DESCRIPTION OF THE TASK: Could you find every line in the records below that contains the word "small" and copy it?

(Collection entries)
----

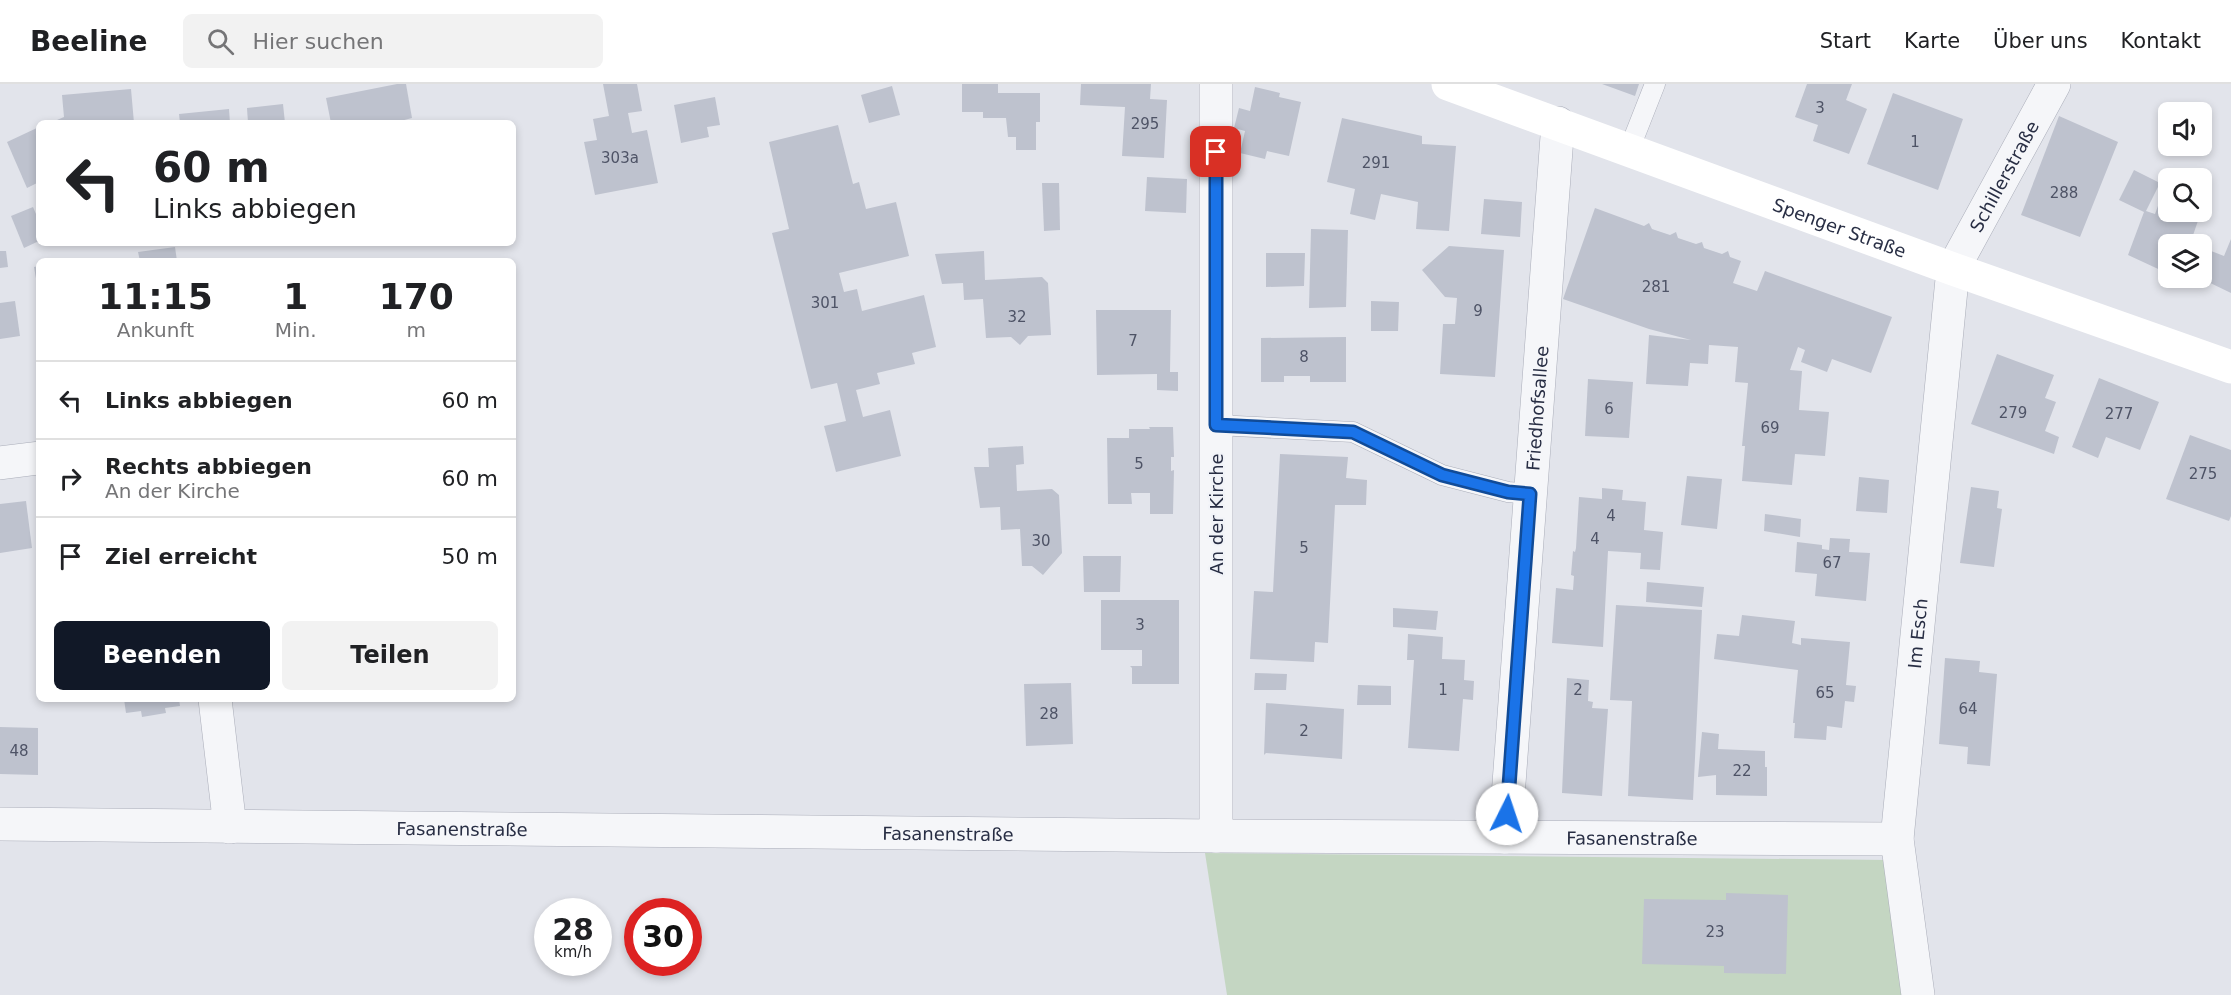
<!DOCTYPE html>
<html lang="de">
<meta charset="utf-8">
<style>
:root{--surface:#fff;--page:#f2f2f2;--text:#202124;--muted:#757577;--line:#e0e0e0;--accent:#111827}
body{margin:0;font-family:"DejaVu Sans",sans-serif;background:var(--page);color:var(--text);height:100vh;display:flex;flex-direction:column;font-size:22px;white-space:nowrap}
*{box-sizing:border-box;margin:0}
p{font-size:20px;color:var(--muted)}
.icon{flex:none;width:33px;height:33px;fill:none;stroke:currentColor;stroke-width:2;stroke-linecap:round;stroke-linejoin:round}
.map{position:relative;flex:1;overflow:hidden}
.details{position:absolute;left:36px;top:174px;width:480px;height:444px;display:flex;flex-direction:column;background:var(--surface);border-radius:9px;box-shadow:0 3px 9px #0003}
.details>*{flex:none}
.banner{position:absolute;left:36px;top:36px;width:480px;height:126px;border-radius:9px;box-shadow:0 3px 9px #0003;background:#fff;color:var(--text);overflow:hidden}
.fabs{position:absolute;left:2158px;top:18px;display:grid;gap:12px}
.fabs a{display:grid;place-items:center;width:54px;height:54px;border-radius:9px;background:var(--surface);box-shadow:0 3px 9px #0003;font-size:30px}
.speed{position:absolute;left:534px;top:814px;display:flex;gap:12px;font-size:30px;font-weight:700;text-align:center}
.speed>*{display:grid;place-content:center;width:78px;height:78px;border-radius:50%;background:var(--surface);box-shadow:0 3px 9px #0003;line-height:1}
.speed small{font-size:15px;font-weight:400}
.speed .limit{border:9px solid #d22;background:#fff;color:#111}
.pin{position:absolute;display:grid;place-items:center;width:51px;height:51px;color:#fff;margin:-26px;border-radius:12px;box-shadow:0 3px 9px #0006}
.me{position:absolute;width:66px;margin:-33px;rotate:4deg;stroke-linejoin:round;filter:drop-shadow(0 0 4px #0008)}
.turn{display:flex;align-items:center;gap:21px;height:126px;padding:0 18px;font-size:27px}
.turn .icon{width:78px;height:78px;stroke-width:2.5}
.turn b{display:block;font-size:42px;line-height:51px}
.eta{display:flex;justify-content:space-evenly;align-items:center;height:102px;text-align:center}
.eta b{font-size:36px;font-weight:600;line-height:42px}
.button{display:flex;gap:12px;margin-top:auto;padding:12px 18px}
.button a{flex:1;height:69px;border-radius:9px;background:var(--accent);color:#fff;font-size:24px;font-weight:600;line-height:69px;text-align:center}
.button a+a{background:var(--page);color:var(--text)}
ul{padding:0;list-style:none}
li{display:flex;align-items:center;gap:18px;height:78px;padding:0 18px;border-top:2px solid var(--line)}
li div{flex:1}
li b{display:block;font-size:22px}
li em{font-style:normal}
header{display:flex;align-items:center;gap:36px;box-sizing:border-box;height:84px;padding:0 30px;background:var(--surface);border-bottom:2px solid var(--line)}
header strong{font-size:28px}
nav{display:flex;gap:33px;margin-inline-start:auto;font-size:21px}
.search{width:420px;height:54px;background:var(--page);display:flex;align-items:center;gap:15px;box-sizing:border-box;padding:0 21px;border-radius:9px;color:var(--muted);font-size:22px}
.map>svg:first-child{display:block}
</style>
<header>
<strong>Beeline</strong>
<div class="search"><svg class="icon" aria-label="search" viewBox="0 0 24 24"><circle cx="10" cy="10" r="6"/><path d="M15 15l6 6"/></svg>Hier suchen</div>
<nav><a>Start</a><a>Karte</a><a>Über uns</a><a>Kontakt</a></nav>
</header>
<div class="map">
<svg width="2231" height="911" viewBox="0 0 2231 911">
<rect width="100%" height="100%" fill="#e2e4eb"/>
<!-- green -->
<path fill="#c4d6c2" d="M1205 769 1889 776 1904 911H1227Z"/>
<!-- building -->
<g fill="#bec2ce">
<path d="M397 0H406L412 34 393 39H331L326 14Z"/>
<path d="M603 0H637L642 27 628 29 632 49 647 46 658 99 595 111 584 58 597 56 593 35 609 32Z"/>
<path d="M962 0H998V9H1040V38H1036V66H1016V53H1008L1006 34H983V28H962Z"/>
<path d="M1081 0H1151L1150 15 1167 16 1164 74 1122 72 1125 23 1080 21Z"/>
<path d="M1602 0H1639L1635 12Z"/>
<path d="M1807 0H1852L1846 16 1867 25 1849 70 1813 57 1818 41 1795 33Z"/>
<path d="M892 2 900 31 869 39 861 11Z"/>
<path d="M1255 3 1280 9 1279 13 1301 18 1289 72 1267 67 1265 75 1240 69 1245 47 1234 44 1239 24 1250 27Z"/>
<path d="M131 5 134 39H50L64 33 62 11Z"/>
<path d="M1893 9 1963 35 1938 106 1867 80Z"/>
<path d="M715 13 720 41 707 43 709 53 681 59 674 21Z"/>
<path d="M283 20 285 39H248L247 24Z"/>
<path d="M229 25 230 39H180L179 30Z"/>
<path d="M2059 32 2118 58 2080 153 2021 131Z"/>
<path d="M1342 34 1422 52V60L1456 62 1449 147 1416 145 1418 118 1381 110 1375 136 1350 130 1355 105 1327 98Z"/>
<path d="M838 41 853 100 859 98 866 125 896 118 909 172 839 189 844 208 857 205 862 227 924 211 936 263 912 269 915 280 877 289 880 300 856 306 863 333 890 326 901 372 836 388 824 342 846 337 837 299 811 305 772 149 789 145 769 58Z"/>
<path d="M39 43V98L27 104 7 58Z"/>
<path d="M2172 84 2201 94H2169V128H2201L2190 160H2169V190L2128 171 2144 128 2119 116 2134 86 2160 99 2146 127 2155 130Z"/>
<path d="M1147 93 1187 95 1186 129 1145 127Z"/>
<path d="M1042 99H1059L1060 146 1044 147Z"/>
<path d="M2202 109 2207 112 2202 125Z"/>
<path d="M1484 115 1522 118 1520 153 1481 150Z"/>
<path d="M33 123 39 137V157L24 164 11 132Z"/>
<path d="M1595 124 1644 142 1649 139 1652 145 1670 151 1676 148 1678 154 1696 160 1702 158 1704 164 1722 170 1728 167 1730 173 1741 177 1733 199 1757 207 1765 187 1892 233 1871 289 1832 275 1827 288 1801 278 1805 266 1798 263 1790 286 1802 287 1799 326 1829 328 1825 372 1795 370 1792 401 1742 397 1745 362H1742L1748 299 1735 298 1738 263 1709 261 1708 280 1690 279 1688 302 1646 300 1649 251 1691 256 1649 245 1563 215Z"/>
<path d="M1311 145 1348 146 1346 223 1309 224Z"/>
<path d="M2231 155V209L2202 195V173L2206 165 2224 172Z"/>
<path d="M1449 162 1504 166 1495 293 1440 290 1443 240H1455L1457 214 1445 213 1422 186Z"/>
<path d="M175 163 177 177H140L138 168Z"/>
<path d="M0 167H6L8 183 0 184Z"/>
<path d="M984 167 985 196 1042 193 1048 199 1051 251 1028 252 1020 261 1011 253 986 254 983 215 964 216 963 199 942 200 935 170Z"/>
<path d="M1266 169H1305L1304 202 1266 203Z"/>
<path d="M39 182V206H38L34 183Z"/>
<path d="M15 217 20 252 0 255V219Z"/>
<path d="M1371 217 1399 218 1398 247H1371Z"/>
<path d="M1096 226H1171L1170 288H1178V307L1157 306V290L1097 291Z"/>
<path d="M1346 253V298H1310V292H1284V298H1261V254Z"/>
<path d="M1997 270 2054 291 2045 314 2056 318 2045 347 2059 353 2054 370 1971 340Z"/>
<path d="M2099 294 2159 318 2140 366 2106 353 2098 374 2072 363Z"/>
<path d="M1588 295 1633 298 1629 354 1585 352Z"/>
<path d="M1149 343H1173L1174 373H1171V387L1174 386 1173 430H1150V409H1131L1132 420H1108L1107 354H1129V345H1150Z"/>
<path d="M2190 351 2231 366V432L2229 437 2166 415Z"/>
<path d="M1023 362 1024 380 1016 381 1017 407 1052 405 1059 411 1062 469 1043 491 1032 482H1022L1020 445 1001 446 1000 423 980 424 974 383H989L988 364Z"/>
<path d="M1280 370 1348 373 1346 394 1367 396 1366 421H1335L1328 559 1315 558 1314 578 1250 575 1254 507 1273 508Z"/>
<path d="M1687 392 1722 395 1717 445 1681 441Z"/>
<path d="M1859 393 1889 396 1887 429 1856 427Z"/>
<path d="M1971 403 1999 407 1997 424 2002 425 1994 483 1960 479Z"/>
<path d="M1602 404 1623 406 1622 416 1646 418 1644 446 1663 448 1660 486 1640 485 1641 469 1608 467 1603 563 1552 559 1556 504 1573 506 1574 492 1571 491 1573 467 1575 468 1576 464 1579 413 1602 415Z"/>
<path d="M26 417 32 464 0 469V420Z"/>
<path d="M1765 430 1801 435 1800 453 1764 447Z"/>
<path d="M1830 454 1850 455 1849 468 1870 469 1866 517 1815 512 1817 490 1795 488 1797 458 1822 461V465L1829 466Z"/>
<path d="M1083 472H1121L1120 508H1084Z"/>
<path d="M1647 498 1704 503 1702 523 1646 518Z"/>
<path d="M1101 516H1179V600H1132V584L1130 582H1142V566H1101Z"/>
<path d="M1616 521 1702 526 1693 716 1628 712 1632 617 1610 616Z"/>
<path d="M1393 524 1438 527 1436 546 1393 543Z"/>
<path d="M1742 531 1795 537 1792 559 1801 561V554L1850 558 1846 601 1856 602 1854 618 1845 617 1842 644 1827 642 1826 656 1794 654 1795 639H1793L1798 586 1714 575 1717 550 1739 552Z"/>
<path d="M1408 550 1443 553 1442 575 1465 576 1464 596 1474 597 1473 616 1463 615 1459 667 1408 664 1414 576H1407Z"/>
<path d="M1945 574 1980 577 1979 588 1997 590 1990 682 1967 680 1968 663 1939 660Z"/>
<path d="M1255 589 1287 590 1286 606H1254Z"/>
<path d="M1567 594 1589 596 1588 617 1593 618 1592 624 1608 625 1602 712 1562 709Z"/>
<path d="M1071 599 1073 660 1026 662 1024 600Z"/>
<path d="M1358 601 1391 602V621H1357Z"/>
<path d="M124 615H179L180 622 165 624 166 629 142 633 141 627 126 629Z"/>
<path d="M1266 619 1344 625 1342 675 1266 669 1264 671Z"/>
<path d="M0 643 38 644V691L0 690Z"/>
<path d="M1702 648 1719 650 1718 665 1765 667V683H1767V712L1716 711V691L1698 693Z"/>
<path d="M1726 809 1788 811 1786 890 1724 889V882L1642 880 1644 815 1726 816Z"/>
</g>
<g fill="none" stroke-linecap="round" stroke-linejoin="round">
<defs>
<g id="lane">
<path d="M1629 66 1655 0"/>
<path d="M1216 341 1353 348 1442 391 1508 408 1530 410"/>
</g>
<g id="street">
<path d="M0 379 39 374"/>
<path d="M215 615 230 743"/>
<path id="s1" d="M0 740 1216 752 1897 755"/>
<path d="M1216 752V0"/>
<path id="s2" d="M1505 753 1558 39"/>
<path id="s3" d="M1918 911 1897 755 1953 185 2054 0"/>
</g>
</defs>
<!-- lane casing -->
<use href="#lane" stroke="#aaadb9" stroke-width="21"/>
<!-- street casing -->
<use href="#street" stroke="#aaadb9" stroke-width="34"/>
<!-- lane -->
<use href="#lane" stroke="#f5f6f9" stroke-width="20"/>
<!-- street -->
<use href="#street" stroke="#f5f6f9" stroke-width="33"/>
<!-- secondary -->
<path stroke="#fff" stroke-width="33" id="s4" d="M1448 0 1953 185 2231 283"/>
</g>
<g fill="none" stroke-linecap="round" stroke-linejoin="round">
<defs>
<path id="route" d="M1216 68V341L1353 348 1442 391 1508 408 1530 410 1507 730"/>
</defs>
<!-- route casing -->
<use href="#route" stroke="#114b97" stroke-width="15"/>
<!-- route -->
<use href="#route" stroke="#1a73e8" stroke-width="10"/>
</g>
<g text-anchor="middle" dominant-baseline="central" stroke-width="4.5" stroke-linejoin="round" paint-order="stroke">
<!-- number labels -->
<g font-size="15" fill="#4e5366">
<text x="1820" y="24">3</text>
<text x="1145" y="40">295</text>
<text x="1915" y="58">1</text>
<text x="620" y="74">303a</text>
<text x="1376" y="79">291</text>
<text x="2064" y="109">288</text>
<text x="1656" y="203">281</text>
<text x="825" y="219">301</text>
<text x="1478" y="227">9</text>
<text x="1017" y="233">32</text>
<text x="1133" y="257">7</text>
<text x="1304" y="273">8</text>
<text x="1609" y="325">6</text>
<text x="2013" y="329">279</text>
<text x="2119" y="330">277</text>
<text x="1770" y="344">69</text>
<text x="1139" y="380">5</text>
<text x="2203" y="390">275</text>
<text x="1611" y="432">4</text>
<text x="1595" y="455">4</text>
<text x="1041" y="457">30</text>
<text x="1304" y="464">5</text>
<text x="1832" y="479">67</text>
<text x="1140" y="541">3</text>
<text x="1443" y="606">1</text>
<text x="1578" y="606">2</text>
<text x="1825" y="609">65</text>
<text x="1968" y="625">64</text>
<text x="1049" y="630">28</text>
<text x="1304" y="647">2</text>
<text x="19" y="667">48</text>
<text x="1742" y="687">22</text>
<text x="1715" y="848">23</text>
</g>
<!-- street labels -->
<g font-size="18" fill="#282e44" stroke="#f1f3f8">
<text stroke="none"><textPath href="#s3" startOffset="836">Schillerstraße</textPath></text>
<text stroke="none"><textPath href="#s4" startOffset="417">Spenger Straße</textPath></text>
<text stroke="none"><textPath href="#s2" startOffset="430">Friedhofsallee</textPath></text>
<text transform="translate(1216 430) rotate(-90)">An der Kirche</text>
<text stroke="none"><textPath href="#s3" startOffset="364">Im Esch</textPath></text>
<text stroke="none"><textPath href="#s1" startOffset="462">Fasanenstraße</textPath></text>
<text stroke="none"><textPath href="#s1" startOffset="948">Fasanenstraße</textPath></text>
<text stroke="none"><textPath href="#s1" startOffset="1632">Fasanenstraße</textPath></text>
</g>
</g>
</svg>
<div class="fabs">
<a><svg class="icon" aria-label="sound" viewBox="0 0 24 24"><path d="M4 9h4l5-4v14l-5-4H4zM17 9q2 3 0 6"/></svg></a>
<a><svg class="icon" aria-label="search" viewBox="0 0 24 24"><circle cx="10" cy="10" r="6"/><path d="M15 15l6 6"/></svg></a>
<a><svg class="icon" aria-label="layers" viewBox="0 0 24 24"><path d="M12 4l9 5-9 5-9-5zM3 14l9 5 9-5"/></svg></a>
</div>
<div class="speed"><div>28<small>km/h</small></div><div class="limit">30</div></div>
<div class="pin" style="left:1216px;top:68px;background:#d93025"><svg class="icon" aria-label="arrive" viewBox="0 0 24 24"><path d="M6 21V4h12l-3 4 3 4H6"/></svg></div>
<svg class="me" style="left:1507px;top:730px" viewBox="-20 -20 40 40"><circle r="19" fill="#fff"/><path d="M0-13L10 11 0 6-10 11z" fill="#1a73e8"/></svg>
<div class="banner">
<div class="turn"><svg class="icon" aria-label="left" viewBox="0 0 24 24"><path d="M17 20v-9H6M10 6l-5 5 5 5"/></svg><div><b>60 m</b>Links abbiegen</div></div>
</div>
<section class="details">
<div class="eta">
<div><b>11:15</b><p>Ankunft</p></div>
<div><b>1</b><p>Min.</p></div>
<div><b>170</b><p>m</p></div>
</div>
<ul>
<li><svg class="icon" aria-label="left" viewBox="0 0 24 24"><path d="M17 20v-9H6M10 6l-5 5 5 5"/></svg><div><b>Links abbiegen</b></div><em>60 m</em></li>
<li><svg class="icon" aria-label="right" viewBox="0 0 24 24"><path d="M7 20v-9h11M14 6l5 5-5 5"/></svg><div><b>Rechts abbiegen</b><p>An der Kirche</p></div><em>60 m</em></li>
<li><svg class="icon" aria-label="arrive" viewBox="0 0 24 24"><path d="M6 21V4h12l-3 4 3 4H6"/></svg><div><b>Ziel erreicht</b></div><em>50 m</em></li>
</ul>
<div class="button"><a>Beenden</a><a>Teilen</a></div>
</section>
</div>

----

TASK RESULT:
.speed small{font-size:15px;font-weight:400}
<div class="speed"><div>28<small>km/h</small></div><div class="limit">30</div></div>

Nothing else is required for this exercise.